RE: HTTP2 Expression of Interest : Squid

I _said_ it was quick and dirty…. There are lots of ways the aesthetics could be cleaned up.

The problem with the single PUSH method approach, IMO, is that it is unlikely that there shalt be one and only one HTTP method with side-effects for ever and ever. Hence, whatever goodness PUSH would have wrt to authentication an long/indefinite entity bodies would have to be duplicated for any new method with similar problems.

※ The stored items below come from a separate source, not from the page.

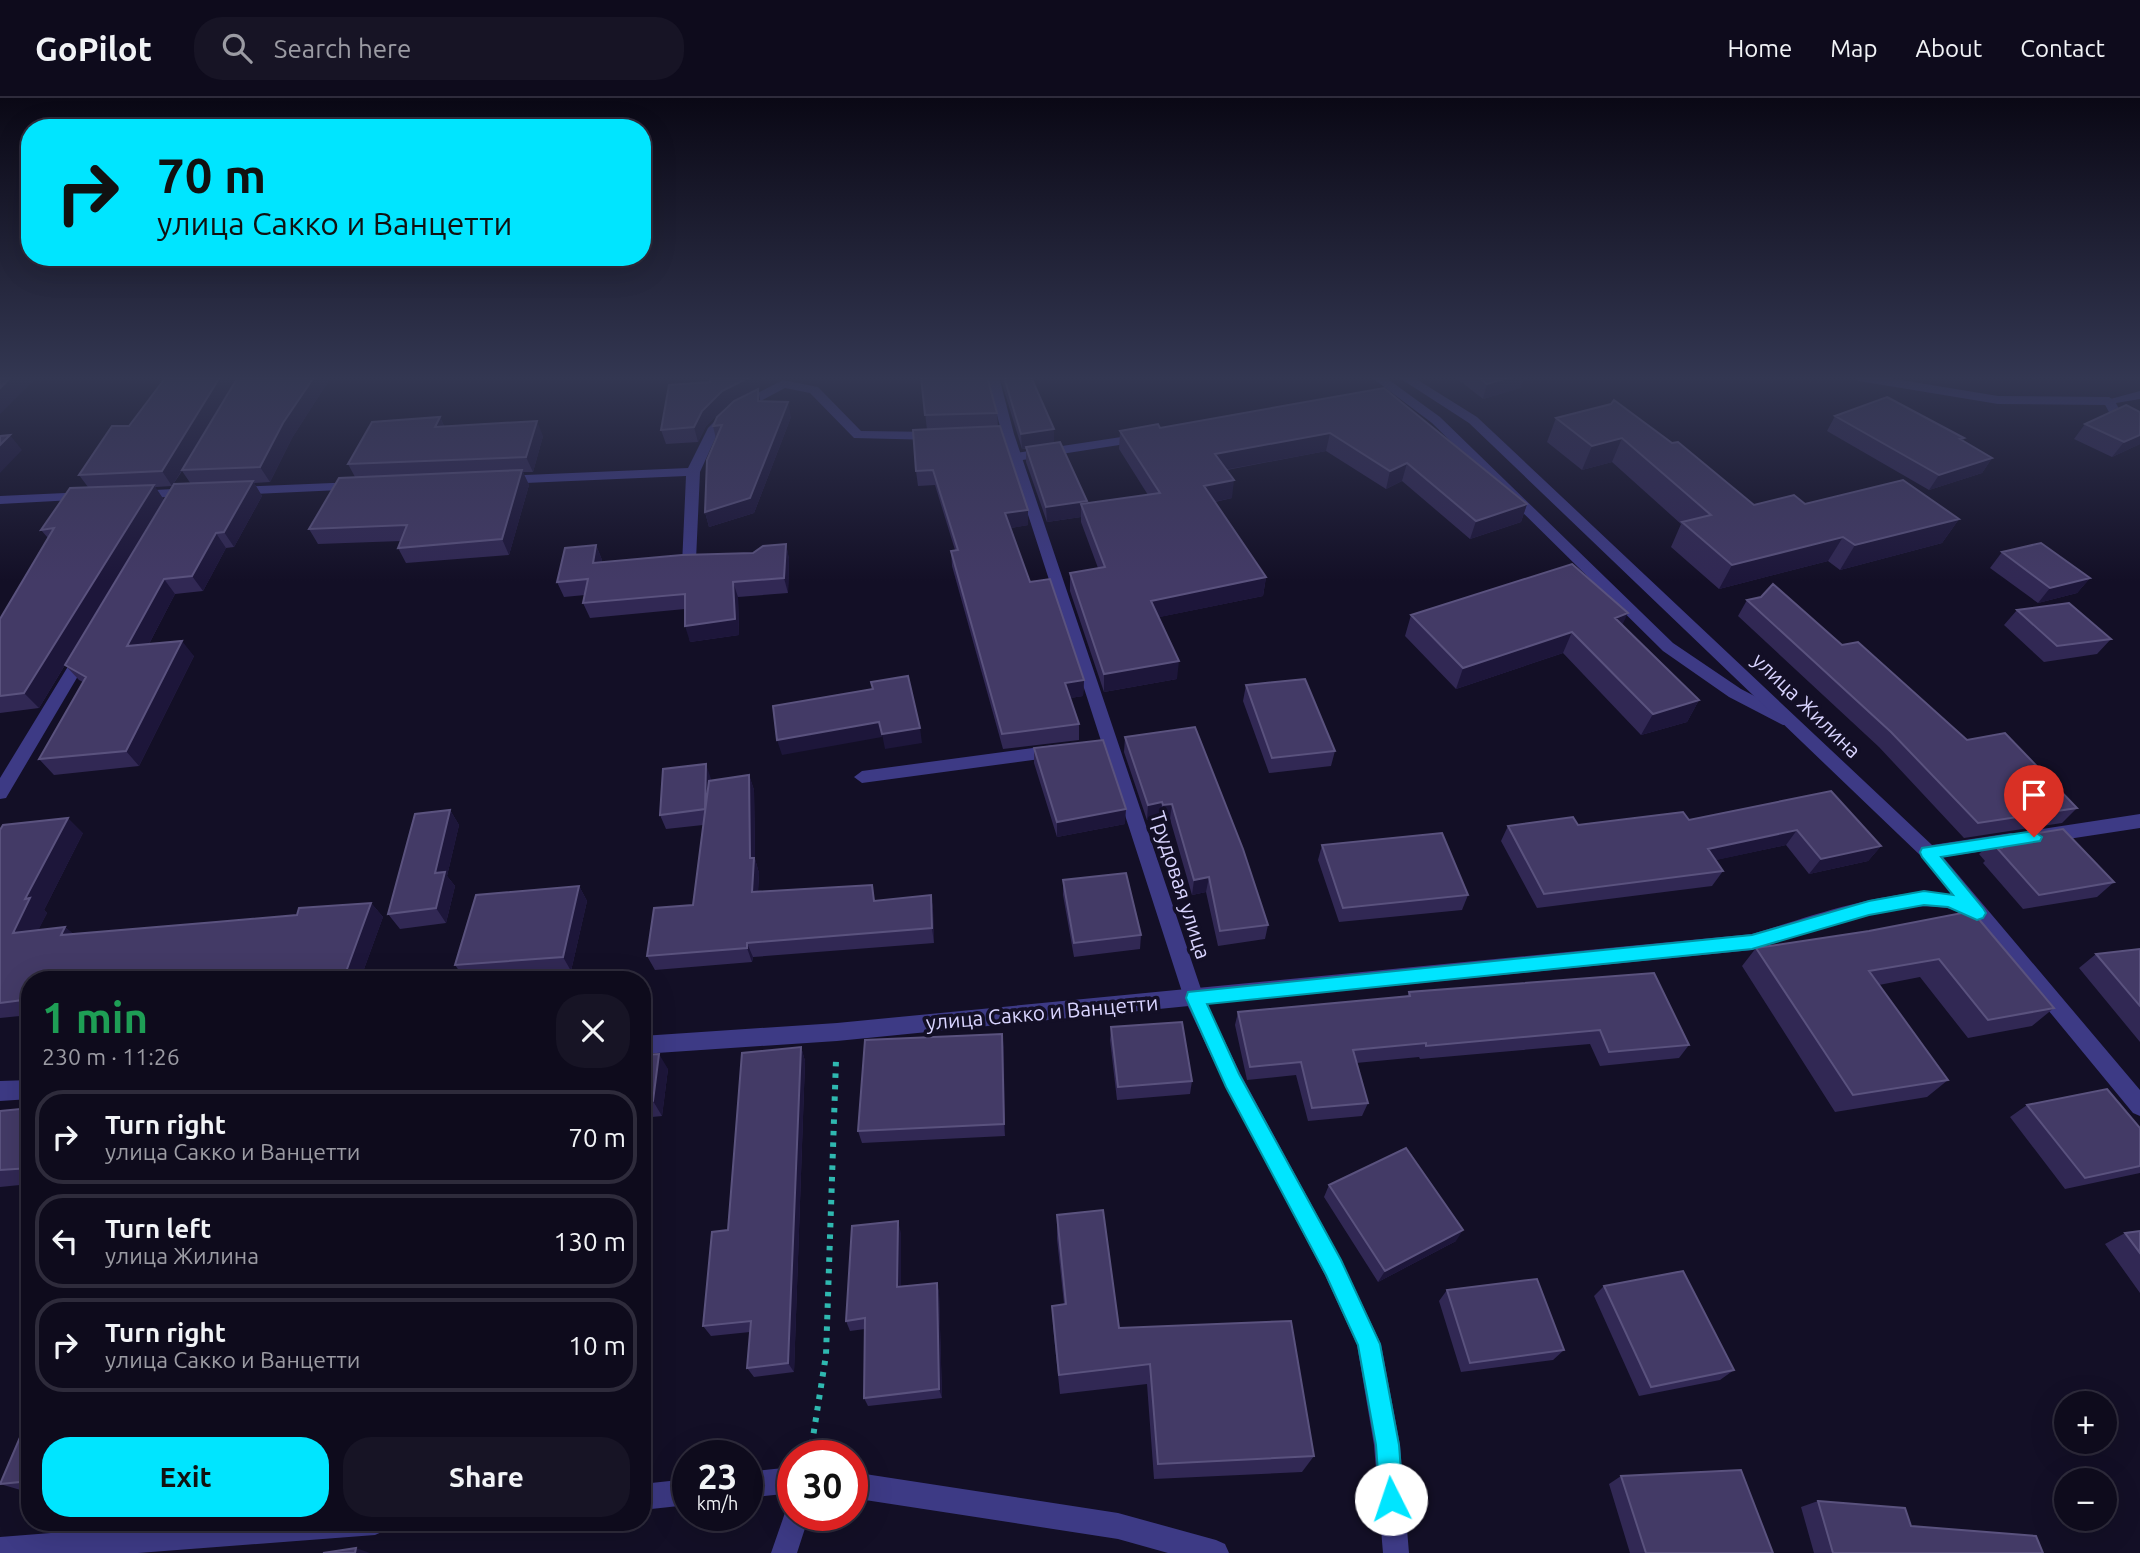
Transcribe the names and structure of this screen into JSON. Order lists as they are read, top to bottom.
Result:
{
  "streets": {
    "street": ["улица Жилина", "Трудовая улица", "улица Сакко и Ванцетти"]
  },
  "crossings": [
    ["улица Жилина", "улица Сакко и Ванцетти"],
    ["Трудовая улица", "улица Сакко и Ванцетти"]
  ],
  "page": {
    "header": "GoPilot",
    "search": "Search here",
    "nav": [
      "Home",
      "Map",
      "About",
      "Contact"
    ],
    "turn": ["70 m", "улица Сакко и Ванцетти"],
    "heading": ["1 min", "230 m · 11:26"],
    "list": [
      {
        "name": "Turn right",
        "note": "улица Сакко и Ванцетти",
        "value": "70 m"
      },
      {
        "name": "Turn left",
        "note": "улица Жилина",
        "value": "130 m"
      },
      {
        "name": "Turn right",
        "note": "улица Сакко и Ванцетти",
        "value": "10 m"
      }
    ],
    "map_buttons": ["+", "−"],
    "buttons": ["Exit", "Share"],
    "speed": "23 km/h",
    "limit": "30"
  }
}
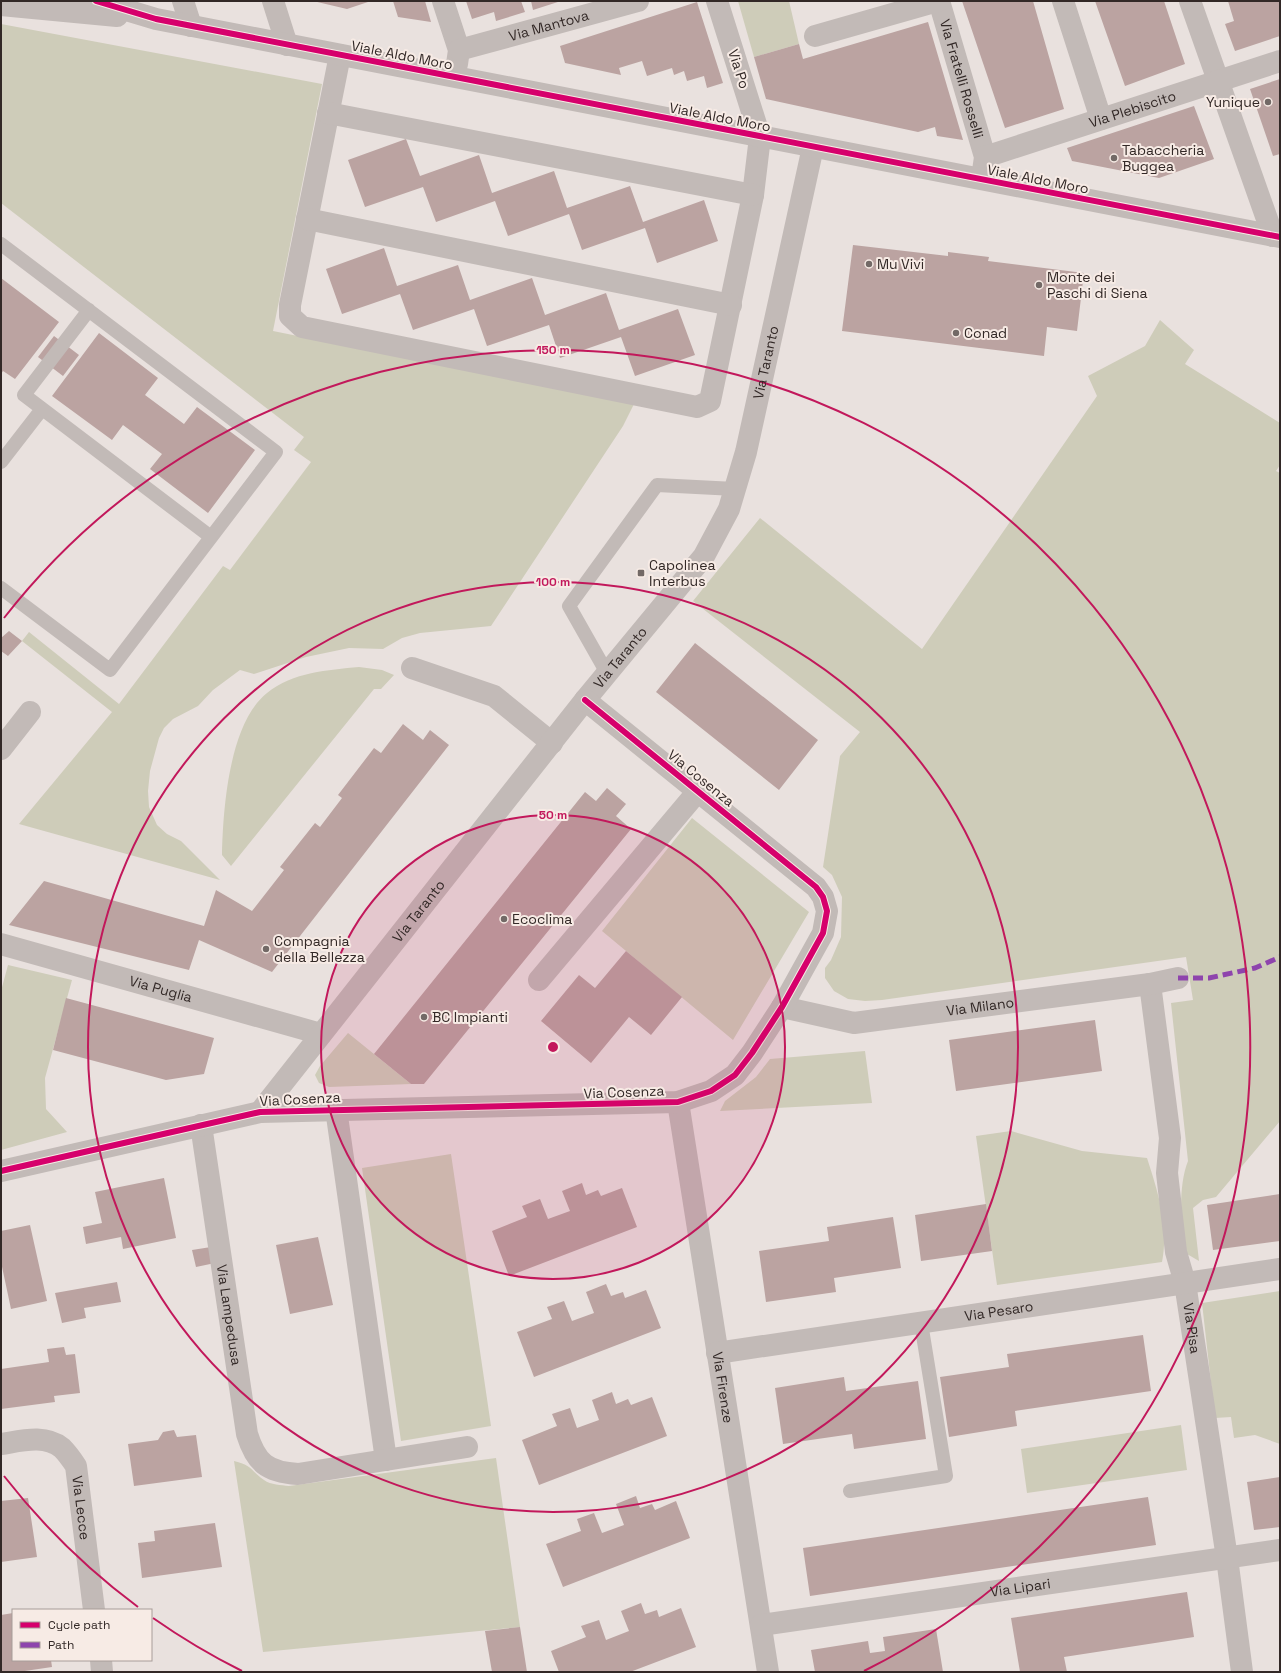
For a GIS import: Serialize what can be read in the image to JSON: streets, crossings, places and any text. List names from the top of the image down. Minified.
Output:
{"streets":{"street":["Via Mantova","Viale Aldo Moro","Via Po","Via Fratelli Rosselli","Via Plebiscito","Via Taranto","Via Cosenza","Via Puglia","Via Milano","Via Pesaro","Via Lampedusa","Via Pisa","Via Firenze","Via Lecce","Via Lipari"]},"crossings":[["Viale Aldo Moro","Via Po"],["Viale Aldo Moro","Via Taranto"],["Via Fratelli Rosselli","Via Plebiscito"],["Via Taranto","Via Cosenza"],["Via Taranto","Via Puglia"],["Via Cosenza","Via Milano"],["Via Cosenza","Via Lampedusa"],["Via Cosenza","Via Firenze"],["Via Milano","Via Pisa"],["Via Pesaro","Via Pisa"],["Via Pesaro","Via Firenze"],["Via Pisa","Via Lipari"],["Via Firenze","Via Lipari"]],"places":{"other":["Yunique","Tabaccheria Buggea","Mu Vivi","Monte dei Paschi di Siena","Conad","Ecoclima","Compagnia della Bellezza","BC Impianti"],"transit":["Capolinea Interbus"]},"legend":["Cycle path","Path"],"rings":["150 m","100 m","50 m"]}
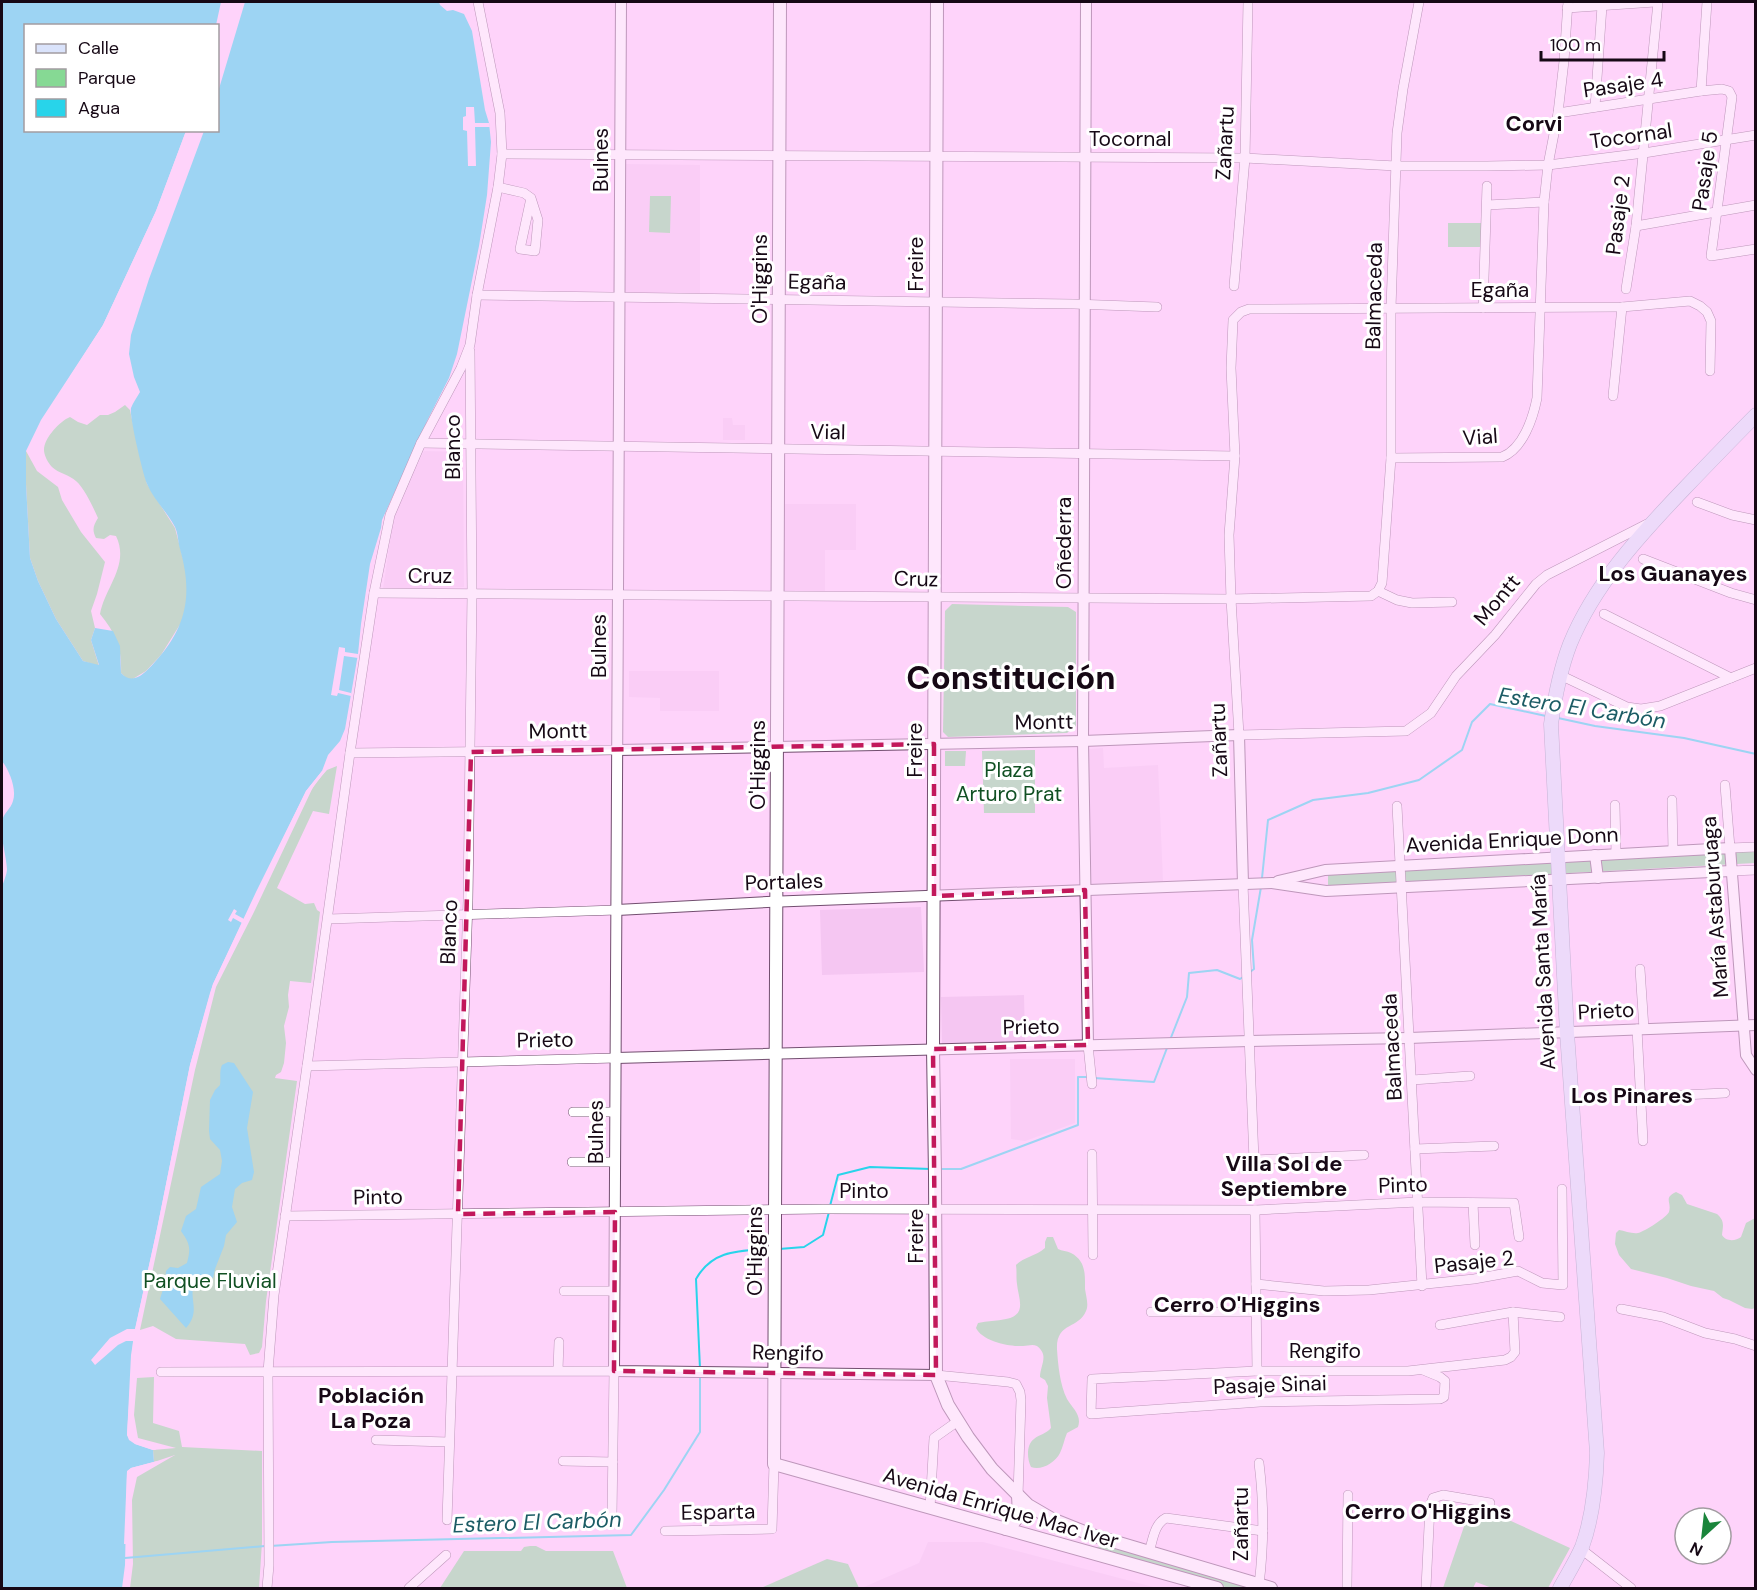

From: James M Snell [mailto:jasnell@gmail.com]
Sent: Tuesday, July 17, 2012 5:17 PM
To: Paul Leach
Cc: Julian Reschke; Gabriel Montenegro; Adrien de Croy; Poul-Henning Kamp; Amos Jeffries; ietf-http-wg@w3.org
Subject: Re: HTTP2 Expression of Interest : Squid

AUTH-PUT? Eww... for far too many reasons to list. Using a new method for a revised content-push/expect/continue type of mechanism does make sense, however, as it avoids the type of miscommunication that could happen when attempting to interact with downlevel servers. A single "PUSH" method, as I described previously, with semantics defined strictly for HTTP/2.0 should be enough to address the issue.

- James
On Tue, Jul 17, 2012 at 5:06 PM, Paul Leach <paulle@microsoft.com<mailto:paulle@microsoft.com>> wrote:
Other people have covered most of the issues in other posts.
Also, as RFC 2616 says:
        Many older HTTP/1.0 and HTTP/1.1 applications do not understand the Expect header.
Hence, even if HTTP/2.0 creates an ironclad spec, if the first thing the client does is a PUT, the client won’t know that it isn't talking to an HTTP/2.0 server until it is too late.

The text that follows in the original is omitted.